THE TASK: Every line below between the line holding "function label(font, color, halo, rows, align" and the line holding "c.save(); c.translate(x, y);", inclusive, should be repeated exactly, and all other lines omitted.

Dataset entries
════════════════════

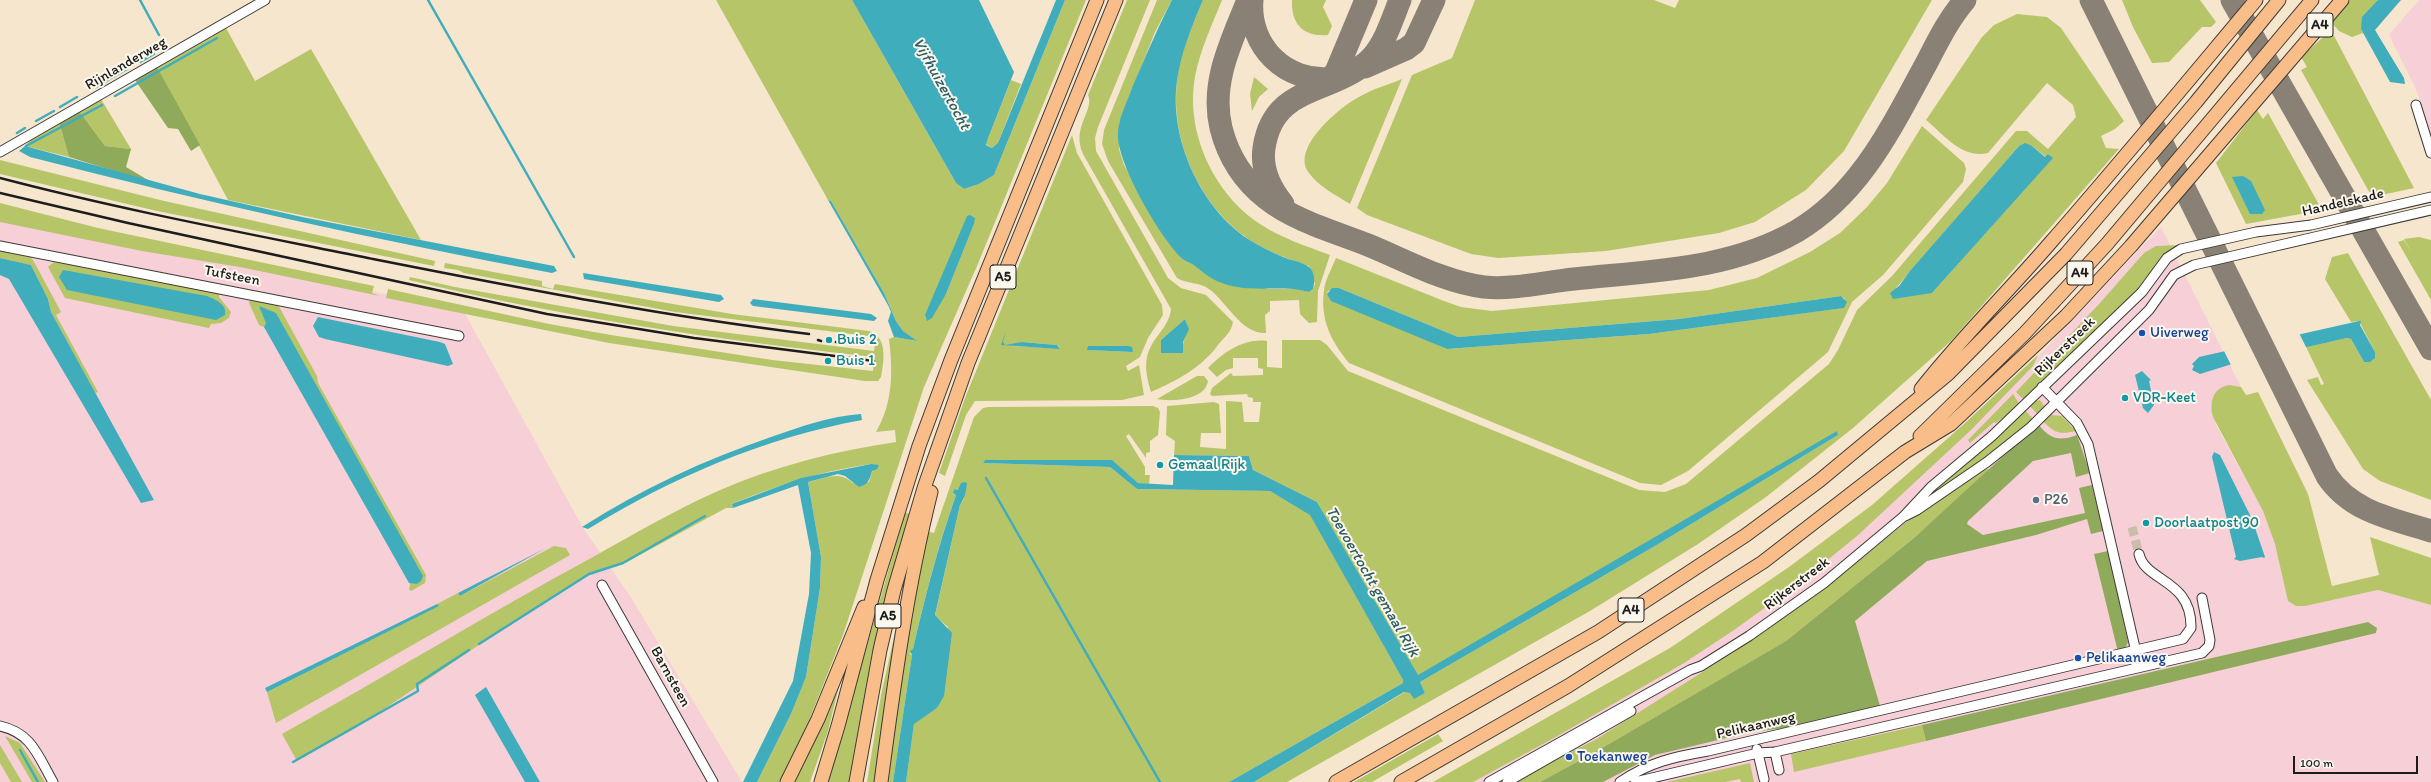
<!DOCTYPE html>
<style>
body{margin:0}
#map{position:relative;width:2431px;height:782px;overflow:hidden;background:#f6e6ce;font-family:Itim,sans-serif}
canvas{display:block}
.scale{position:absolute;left:2293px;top:756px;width:125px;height:18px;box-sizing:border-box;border:2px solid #1c1c1c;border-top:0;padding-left:5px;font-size:12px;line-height:14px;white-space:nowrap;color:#1c1c1c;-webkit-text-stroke:3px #fbf7ec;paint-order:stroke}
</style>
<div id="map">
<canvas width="2431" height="782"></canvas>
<div class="scale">100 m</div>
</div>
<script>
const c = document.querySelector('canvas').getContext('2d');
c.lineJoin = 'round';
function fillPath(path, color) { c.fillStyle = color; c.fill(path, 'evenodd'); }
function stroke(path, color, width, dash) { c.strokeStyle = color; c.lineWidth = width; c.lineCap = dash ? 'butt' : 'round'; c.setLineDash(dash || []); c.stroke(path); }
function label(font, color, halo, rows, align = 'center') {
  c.font = font + ' Itim,sans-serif'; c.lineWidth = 4; c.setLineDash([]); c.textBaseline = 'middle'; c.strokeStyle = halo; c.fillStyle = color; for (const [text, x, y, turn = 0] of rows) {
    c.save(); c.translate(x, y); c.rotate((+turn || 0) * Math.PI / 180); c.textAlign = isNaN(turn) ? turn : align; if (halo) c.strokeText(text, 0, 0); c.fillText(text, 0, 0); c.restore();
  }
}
fillPath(new Path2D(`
 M2419,0h12v139l-15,-50 -27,-54z
 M0,207l464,105 119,216 47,68 112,186h-742z
 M2161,227l80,160 -11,-2 -19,20 5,20 47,86 12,33 30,62 73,-16 53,15v177h-975l361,-221 198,-180z`), '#f6cfd7');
fillPath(new Path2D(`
 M716,0h136l104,183 8,6 15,-5 15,-9 71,-175h21l-109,266 -53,121 -81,248 -35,88 -29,59h-22l34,-68 15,-37 14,-89 1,-31 -13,-75c17,-4 31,-12 45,1l16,-1 4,-13 -2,-5c-50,7 -93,21 -139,40l1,4h-7l-99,54 -43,15 -86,55 -139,94 -62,35 -15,-27c104,-58 206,-120 311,-177 41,-23 82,-47 125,-66 57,-25 117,-40 178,-49l-1,-12 -19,2c17,-29 17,-60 13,-93l5,-2 22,4 -13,-10 -7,-10 -12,-28 -53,-92 -3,-1zM974,224l-28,70 -21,24 20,-49z
 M1127,0h23l-52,127 -3,11 1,13 72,127 13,10 25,7 27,27c-2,11 -8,14 -15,23 -17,23 -40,35 -67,47 -7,-24 -8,-38 8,-58 6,-8 11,-15 12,-25l-88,-155c-12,-27 12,-44 5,-59zM1185,319c6,11 -1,16 -2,27l-22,-6z
 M1157,0h15l-17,32 -36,91v26l5,16 34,61 27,34 82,29h30l12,3 4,-3 2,-5 -6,-18c-21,-7 -43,-15 -61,-27 -49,-34 -78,-99 -71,-158 3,-28 15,-55 26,-81h19c-10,25 -22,50 -27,77 -10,55 19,117 65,147 21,14 46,22 70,31l-12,36 -1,31 -8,1 -9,-9 -1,-14 -29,1v10l-5,4 1,18c-25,1 -39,-31 -57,-44 -9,-7 -22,-5 -32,-11l-69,-117 -6,-17 2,-14z
 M1292,0h34l-3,7 9,19 -4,9c-24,2 -37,-10 -36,-35z
 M1475,0h179l21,8 4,-8h253l-88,151 -38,39 -51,32 -36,11 -113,18 -108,7 -27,-4 -104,-39 -10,-7 55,-133 40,-17z
 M2122,0h78l16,22 -5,5h-9l-33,35 -17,1 -19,-36z
 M2350,0h28l-17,29 2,4 -11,4 -13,-6 -8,-9z
 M2017,14l30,3 14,11 63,93 -9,8 -14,7 5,12 13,1 -168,192 -98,87 -87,69 -68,47 -108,67 -303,171h-33l151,-90 5,1 4,5 11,-5 -5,-11 235,-136 183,-111 -1,-3 -419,244 -101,-174 -64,-32 -4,-14 -75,-1 1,-14 -9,-6 1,-29 47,-4 5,2 2,29h-20l-1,14 26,2v-48l16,1 2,20h15l2,-20h-8v-4l-5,-1 -1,-3 -35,2 -2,-2 2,-6 19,-15 2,3 30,-1v-6l-5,-1v-10h-25v10l-7,2 -9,7 -9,-9c16,-16 36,-30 59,-27v26l15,1v-28h38l7,5 21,26 291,119 26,2 21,-8 143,-120 9,-14 19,-40 35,-34 124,-145h11l21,18 28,-32 -3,-12 -26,-22 -59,70c-26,6 -44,-18 -62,-33l56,-83 12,-12zM2019,146h13l14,11 2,-3 4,4 -120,135 -36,-5z
 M226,28l29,53 56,-32 110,191 -193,-40 -71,-133z
 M2331,30l83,158 -42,9 -71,-127 6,-3 -6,-10z
 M1254,77l14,12 -9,8 -7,14 -2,-17z
 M1402,79l-52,125c-14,-9 -31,-17 -41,-31 -19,-25 31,-66 50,-76 13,-8 29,-12 43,-18z
 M1011,80l10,4 -23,59 -6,5 -6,-4 1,-3z
 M101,99l30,50 -26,-3 -26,-35z
 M2257,110l6,9 5,-6 54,97 -76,14 -30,-61z
 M59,122l10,35 -44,-11 9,-10z
 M1922,126l42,37 2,6 -3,13 -80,93 -31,27 -24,50 -140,119 -27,14 -21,-2 -291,-120c-18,-22 -29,-43 -25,-73 1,-10 8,-22 12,-32l108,43 17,6 31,4 217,-21 48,-12 53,-26 30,-19 27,-26 20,-24zM1339,288l119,49 221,-18 162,-23 4,3 -2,9 -194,26 -202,15 -120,-55 1,-3z
 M1072,135l5,18 85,152 1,10 -15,23 -8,19 -14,9 2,5 11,-6 5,30 -22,5 -147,1 -9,14 -21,61 -6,-3 26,-75zM1022,342l35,3 3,3 -50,-2zM1088,346h40l5,6 -45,-2z
 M0,160l160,40 275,61 -1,5 -277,-55 -157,-37z
 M0,203l98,25 276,58 -2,7 8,3 -140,-29 -98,-16 -142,-29z
 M2419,237l12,3v60l-33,-58 6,-2 8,13 -8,-14z
 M2179,245l1,3 -42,45 -113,108 -9,-9 84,-89 44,-50 12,-7z
 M0,251l30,6 3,3 28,52 -5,3 42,77 -3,1 -44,-81 -3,-13 -17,-34 -31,-7z
 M2348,253l83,147v100l-51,-19 -17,-12 -56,-89 11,-3 3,8 3,-1 -18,-37 41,-9 4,1 13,23 11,-10 -16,-31 -8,1 -26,-43 7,-22z
 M54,262l165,30v5l12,15 -2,6 -8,5 -10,1 -2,4 -144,-30 -17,-31z
 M445,263l97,18v5l11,3 2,-5 177,30 137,17c19,6 15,30 12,46l-3,4h-13l-256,-38 -223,-45 2,-9 161,35 62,11 161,25 101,11 1,-14c-157,-17 -312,-40 -465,-77l1,-3 45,10 218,39 201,25 2,-14 -201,-25 -211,-39 -6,-3 -14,-2z
 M250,299l27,4 40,73 1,7 108,192 -1,8 -14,8 -2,-2 2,-8 -145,-258 -2,4 -5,-2 -10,-22z
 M2038,355l-5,11 -62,64 -114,106 -59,48 -64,46 -50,33 -130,75 -81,44h-40l237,-134 119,-81 83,-62 92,-81z
 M1197,376h7l4,5c-3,19 -35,21 -51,18z
 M2230,385l11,2 5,8 12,-3 50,102 24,92 47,-11 -9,-38 61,21v47l-53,-15 -73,16h-9l-8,-5 -13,-57 -12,-33 -50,-94c-4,-15 0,-30 17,-32z
 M2013,394l7,11 -24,18 -2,-1 -24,21 -2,-3z
 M2040,400l5,7 -6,9 -11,-12z
 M1153,406l5,2 2,4 -2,23 -8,6v11l-4,1v5l-17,-24 -3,2 19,31v8h5l-1,9 -11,-1 -27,-23h-126l-2,3 127,4 27,22 133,2 40,23 93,166v3l-174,99h-323l8,-59 23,-15 11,-81 -13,-11 25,-111 4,-6 -6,-9 -4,-1 -1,4 3,2c-18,50 -31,102 -43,154l-3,5 2,1 -19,127h-9l19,-131 24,-120 7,2 40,-116 9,-9 5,-1z
 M2024,409l10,11 -25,22 -92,65 13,-15z
 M2051,415l11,1 14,15c-17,4 -22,2 -34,-11z
 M1990,469l-76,69 -128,103 -196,114 -50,27h-29l84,-42 139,-88 94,-66 87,-71 66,-45z
 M905,512l4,2 -34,132 -26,136h-21z
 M554,546l12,2 4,7 -294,168 -9,-31 171,-86 -1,-2 21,-11 2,3z
 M903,597l-24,185h-12l14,-87z
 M843,670l-15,61 -18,51h-20z
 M1922,725l4,16 -132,31 -3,-18z
 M1438,734l5,7 -71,41h-18z
 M5,736l15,7 25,39h-13z
 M0,745l22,37h-11l-11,-19z
 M1750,763l4,19h-13l-1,-3 -15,3h-58z`), '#b6c568');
fillPath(new Path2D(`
 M157,67l43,78 -9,6 -13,-22 -10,-1 -33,-48z
 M79,111l26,35 26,3 -5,18 27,16 -84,-26 -10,-35z
 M2038,424c12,15 21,18 39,11l13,38 -14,4 -5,-24 -38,8 -65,60 -1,3 16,11 102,-22 -6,-25 13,-3 11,46 -12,3 -4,-15 -51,16 -109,26 -72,60 25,85 -88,21 -40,5 -97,23 -52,27h-63l50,-27 196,-114 128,-103z
 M2108,551l20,91 -2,5 -8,5 -24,-98z
 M2368,622l9,6 -1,5 -450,108 -4,-16z`), '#90aa5c');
fillPath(new Path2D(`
 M852,0h127l35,72 -27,69 -1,4 6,3 6,-5 58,-143h9l-71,175 -15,9 -15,5 -8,-6z
 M1172,0h31c-11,26 -22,52 -26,81 -8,57 23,126 71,158 11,7 23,13 35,18 7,3 20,5 26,10 6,5 6,15 4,22l-4,3c-28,-8 -58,2 -87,-9 -11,-4 -18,-10 -27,-17 -3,-3 -8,-4 -11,-6 -22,-18 -68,-98 -66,-126 0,-16 9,-31 14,-46 13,-30 25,-59 40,-88z
 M2378,0h23l-26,30 29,48 1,6 -15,-2 -29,-53 1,-12z
 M2025,143l7,3 13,11 3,-3 5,4 -121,135 -39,6 -3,-6 9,-7 11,-15 109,-125z
 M25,146l175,48 102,23 252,49 3,5 -5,2c-175,-33 -349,-71 -522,-116l-11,-6z
 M2243,176l8,5 14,29 -3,4h-12l-18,-37z
 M828,200l3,1 53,92 12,28 7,10 14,10 -23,-4 -6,-16 3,-9 -3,-7z
 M970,215l5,3 -1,6 -28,70 -14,24 -5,3 -2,-6 42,-99z
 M0,258l31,7 17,34 3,13 103,188 -13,3 -132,-224 -9,-4z
 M63,270l144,26c9,4 20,8 18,19l-9,5 -149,-30 -8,-13z
 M583,273l138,22 3,4 -5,3 -135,-23z
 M1332,288h7l119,49 221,-18 162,-23 6,6 -3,6 -195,26 -202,15 -116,-48 -4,-7z
 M753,299l118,15 6,4 -3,3 -121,-15 -3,-3z
 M259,306l17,7 147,263 -2,5 -4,3 -8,-1 -145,-256 2,-4z
 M318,317l122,25 5,2 8,20 -5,2 -123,-27 -6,-2 -6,-11z
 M1185,319l4,10 -6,13v11h-22v-13z
 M2359,321h2l-1,4 15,27v6l-5,4h-6l-13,-23 -4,-1 -115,26 -32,10 -8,-4 2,-4 -2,-2 7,-7z
 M1006,332l-3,10 2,3 17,-3 35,3 3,4 -59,-4z
 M1088,346h40l4,1 1,5 -46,-2z
 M2142,371l9,9 -2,1 5,24 -6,8 -5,-5 -8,-33z
 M861,414l1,6c-98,18 -189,57 -274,109l-6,-2c59,-38 122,-67 189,-90 29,-10 59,-21 90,-23z
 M1837,431l1,4 -183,111 -235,136 5,11 -11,6 -4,-6 -6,-1 -150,90h-25l174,-99v-3l-93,-165 -40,-24 -133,-2 -27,-22 -127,-4 2,-3h127l26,23 35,2 1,-30 75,1 4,14 64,32 101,173z
 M2214,452l6,3 32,64 13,38 -1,1 -2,-1 -22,4 -6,-2 2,-2 -24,-100z
 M871,464l8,1 -2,4 -5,2c-2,8 -4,14 -13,16l-14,-11 -7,-2 -30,8 13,75 -1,31 -14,89 -15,37 -34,68h-14l50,-101 16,-87 2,-41 -13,-68 -65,23 -1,-4 69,-26z
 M964,482l3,1c-1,8 -2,15 -7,22l-25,110 17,18 -8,63 -7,12 -23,16 -8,58h-13l19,-127 -2,-4 3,-2c12,-52 25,-103 43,-154l-3,-2 1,-4 4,1 3,-7z
 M546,548l-86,48 -2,-3z
 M437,604l2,2 -172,86 -2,-4z
 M486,687l54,95h-15l-50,-87z`), '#40adbd');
fillPath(new Path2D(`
 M2299,333l8,16 -75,18 -8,-16z`), '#f6e6ce');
stroke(new Path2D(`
 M140,0l19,35
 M428,0l146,257
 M140,62l14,-8
 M96,87l31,-18
 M115,96l102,-58
 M60,107l17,-10
 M36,121l18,-10
 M17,133l8,-5
 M26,146l76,-41
 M986,478l174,304
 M479,644l110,-70 34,-11 82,-47
 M20,750l18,32
 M293,762l125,-71 -1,-7 52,-34`), '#40adbd', 2.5);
stroke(new Path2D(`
 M1248,0c-16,41 -38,82 -27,128 7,28 23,53 46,71 28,22 68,33 101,46 37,15 76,37 116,42 29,3 61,-5 90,-8 76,-8 155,-9 223,-48 64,-38 95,-105 129,-167 12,-23 22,-44 39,-64
 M1252,0c-4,46 34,84 81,78
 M2091,0l236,476c24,36 66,43 104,55
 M2232,0l199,349
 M1365,67l41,-18 8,-6 20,-43
 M1326,83l10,-11 30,-72
 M1283,204c-13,-16 -22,-35 -19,-56 9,-62 63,-53 102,-85 18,-15 25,-41 34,-63`), '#898175', 23);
stroke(new Path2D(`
 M2132,527l7,27`), '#cabeaa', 9, [9, 4.5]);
const minor = new Path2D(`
 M2416,105l15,48
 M0,152l265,-152
 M0,246l459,90
 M2042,387l35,36 11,21 48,208v16
 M1905,516l12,-6 70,-48 44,-35 118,-117 25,-35 20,-10 237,-55
 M602,585l111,197
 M0,726c32,7 38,30 53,56
 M1757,749l7,30
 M1775,752l4,18
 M1489,782l201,-112 11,-4 48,-30 75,-53 79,-66 28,-30 61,-51 150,-144 25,-34 14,-9 75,-17 55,-7 120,-28
 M1507,782l124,-71
 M1620,782c30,-20 53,-25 88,-31l475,-112 8,-11c1,-49 -46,-46 -52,-74
 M1635,782l123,-29 17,-1 427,-99 7,-7 1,-6 -8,-42`);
const highway = new Path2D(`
 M1921,389c40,-51 87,-97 130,-147 70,-80 137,-161 205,-242
 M1920,436l105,-103 82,-89 205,-244
 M787,782l31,-63 46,-112
 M821,782l17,-56 39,-146 42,-134 32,-86 146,-360
 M856,782l24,-132 14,-60 30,-102 44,-125 148,-363
 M881,782c13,-98 26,-194 50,-290
 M1336,782l262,-150 148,-97 73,-54 129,-107 118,-120 130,-152 83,-102
 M1401,782l167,-96 195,-124 142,-110 46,-28 115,-108 65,-70 211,-246`);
stroke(minor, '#3d3a37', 11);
stroke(highway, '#3d3a37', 15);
stroke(minor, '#fff', 9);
stroke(highway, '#f8bd89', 13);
stroke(new Path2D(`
 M0,178c122,32 245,55 368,80 147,29 293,58 441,76
 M0,193l128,30 419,91 147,24 180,23
 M818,340l3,1
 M862,340h3
 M836,342l4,1`), '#1c1c1c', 2.5);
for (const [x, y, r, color] of [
 [2142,333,4,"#1a4fb4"],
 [829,340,4,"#0f9aa8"],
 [828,361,4,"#0f9aa8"],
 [2125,398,4,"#0f9aa8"],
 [1160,465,4,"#0f9aa8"],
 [2036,500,4,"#5c6f8a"],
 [2146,523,4,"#0f9aa8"],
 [2078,658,4,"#1a4fb4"],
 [1569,757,4,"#1a4fb4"]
]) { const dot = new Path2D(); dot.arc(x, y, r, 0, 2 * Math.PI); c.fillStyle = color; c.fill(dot); stroke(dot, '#fbf7ec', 1.5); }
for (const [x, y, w] of [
 [2320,25,26],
 [2080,273,26],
 [1003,277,26],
 [1631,610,26],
 [888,616,26]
]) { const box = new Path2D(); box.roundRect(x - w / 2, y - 12, w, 24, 3); c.fillStyle = '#fbf7ec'; c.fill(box); stroke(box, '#1c1c1c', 1); }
label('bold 14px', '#1c1c1c', null, [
 ["A4",2320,25],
 ["A4",2080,273],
 ["A5",1003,277],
 ["A4",1631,610],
 ["A5",888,616]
]);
label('15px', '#1c1c1c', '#fbf7ec', [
 ["Rijnlanderweg",126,64,-30],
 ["Handelskade",2343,203,-13],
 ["Tufsteen",232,276,11],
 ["Rijkerstreek",2065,347,-44],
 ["Rijkerstreek",1797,584,-37],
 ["Barnsteen",670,677,61],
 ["Pelikaanweg",1756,726,-13]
]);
label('15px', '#164399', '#fbf7ec', [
 ["Uiverweg",2150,333],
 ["Pelikaanweg",2086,658],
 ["Toekanweg",1577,757]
], 'left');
label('15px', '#0d838f', '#fbf7ec', [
 ["Buis 2",837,340],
 ["Buis 1",836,361],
 ["VDR-Keet",2133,398],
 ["Gemaal Rijk",1168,465],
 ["Doorlaatpost 90",2154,523]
], 'left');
label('15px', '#4e5e75', '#fbf7ec', [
 ["P26",2044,500]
], 'left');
label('italic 16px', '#2c5d64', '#fbf7ec', [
 ["Vijfhuizertocht",941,84,61],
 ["Toevoertocht gemaal Rijk",1372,582,60]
]);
</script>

════════════════════

COMPLETED EXERCISE:
function label(font, color, halo, rows, align = 'center') {
  c.font = font + ' Itim,sans-serif'; c.lineWidth = 4; c.setLineDash([]); c.textBaseline = 'middle'; c.strokeStyle = halo; c.fillStyle = color; for (const [text, x, y, turn = 0] of rows) {
    c.save(); c.translate(x, y); c.rotate((+turn || 0) * Math.PI / 180); c.textAlign = isNaN(turn) ? turn : align; if (halo) c.strokeText(text, 0, 0); c.fillText(text, 0, 0); c.restore();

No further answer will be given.